Non resta quindi che attendere come evolveranno gli accordi tra i due protagonisti e quale impatto potranno avere su Tim, il cui azionista di controllo Vivendi è arrivato alla rottura con Mediaset proprio su Premium. Tutto il fronte delle tv d’altronde è in grande movimento. Di pochi giorni fa è l’accordo che farà distribuire a Sky i contenuti di Netflix in Europa. Sul versante italiano, sarà da verificare inoltre l’esito che avrà l’asta sui diritti del calcio in mano alla spagnola Mediapro che ha fermato il bando in attesa di capire meglio il corso degli eventi. A rendere ancora più fluida la situazione, vale ricordare che Rupert Murdoch proprio per difendersi dall’Antitrust UK potrebbe cedere Sky News a Disney, spacchettando il suo impero.

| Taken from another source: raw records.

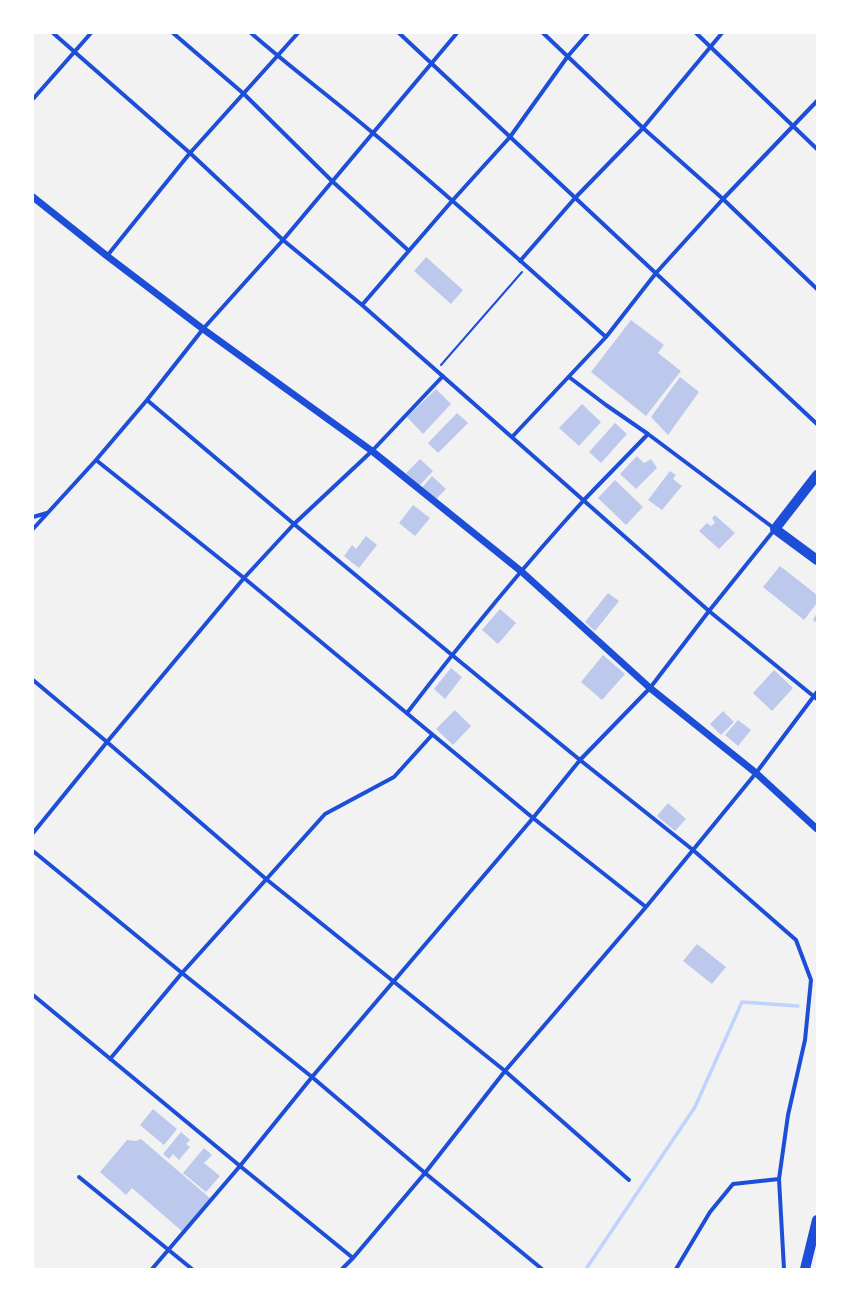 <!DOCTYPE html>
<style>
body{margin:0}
#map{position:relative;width:850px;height:1302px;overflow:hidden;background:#f2f2f2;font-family:Mulish,sans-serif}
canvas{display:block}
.frame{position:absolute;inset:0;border:34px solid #fff;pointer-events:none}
</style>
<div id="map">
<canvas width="850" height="1302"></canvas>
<div class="frame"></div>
</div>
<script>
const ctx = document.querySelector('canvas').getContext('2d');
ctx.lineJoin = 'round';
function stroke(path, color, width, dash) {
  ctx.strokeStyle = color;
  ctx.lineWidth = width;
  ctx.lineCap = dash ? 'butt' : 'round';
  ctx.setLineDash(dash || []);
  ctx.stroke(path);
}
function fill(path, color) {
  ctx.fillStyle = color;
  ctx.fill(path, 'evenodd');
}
stroke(new Path2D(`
 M586,1269L695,1107L742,1002L798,1006`), '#bfd3fe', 3.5);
fill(new Path2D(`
 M426,257L463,290L451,304L414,271Z
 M631,320L664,345L658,353L681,371L646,416L591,372Z
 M680,377L699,392L668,435L651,417Z
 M436,389L451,404L423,434L407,417Z
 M582,404L601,422L579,446L559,428Z
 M457,413L468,423L438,453L428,443Z
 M615,423L627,434L601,463L589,452Z
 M637,456L644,463L651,459L657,468L636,489L620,474Z
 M420,459L433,471L419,486L406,473Z
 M670,471L676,475L673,479L682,486L662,510L648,500Z
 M432,476L446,489L434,501L421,489Z
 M615,480L643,507L626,525L598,498Z
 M413,505L430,518L415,536L399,523Z
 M715,515L735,533L719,549L699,531L707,523L711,526L715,523L712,518Z
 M366,536L377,545L359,568L344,556L352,545L356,549Z
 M780,566L817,595V603L804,620L763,587Z
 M608,593L619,601L595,631L585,622Z
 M500,609L516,623L498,644L482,630Z
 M817,613V623L813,620Z
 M603,655L625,674L602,700L581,682Z
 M451,668L462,677L445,699L434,689Z
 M774,670L793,688L772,711L753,693Z
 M455,710L471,726L453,745L436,729Z
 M723,711L734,722L721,735L710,724Z
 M738,720L751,730L738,746L725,735Z
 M668,803L686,819L675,831L657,816Z
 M697,944L726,967L712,984L683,961Z
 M153,1109L177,1129L164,1145L140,1125Z
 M181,1132L190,1140L186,1144L190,1147L179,1160L173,1154L169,1159L163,1154Z
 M141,1139L211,1199L183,1232L132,1188L126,1195L100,1172L127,1140L136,1141Z
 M204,1148L212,1155L204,1163L220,1176L206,1192L183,1173Z`), '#bdc9ec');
stroke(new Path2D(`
 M441,365L522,272`), '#1d4ed8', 2);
stroke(new Path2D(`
 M53,33L190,153L283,240L362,305L709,611L817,699
 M173,33L244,94L332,181L409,251
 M251,33C291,68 333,99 373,133C453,199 529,269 606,337
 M399,33L817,424
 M543,33L643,128L723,199L817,289
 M696,33L817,149
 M33,99L91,33
 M107,256L190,153L298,33
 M520,261L575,198L643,128L722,33
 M362,305L452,201L510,137L568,56L588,33
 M147,400L294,524L452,655L580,760L693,850L796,940L811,980L805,1040L788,1115L779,1179L784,1269
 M512,437L606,337L656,273L723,199L817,101
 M96,460L244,578L533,818L646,907
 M33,517L47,513
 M33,529L96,460L147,400L203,329L283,240L457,33
 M33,680L107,742L266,879L505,1071L629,1180
 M407,713C463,640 522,568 584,500C605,478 627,456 648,434
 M33,833L107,742L244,578L294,524L372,451L443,376
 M33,851L182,973L312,1077L425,1173L542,1269
 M33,995L240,1166L353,1258
 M110,1059L182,973L325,814L394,777L432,735
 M79,1177L192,1269
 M152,1269L240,1166L312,1077L533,818L580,760L650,688L709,611L775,529L648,434L606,405L569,377
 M342,1269L353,1258L425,1173L505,1071L646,907L693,850L756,773L817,692
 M676,1269L710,1212L733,1184L779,1179`), '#1d4ed8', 4);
stroke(new Path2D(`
 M33,197L107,256L203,329L372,451L522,572L650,688L756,773L817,829`), '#1d4ed8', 7);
stroke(new Path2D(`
 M817,475L775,529L817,560
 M805,1269L817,1220`), '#1d4ed8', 10);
</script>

E dulcis in fundo non va dimenticato che la legge in Italia impone comunque a Sky, già da tempo, di rendere disponibile il 40% della piattaforma a pagamento sul satellite ad altri concorrenti: nessuno tuttavia è finora voluto entrare. Forse non viene considerata sufficientemente remunerativa? Sono molte le questioni sul tavolo e l’Antitrust si prenderà il tempo che serve per valutarle.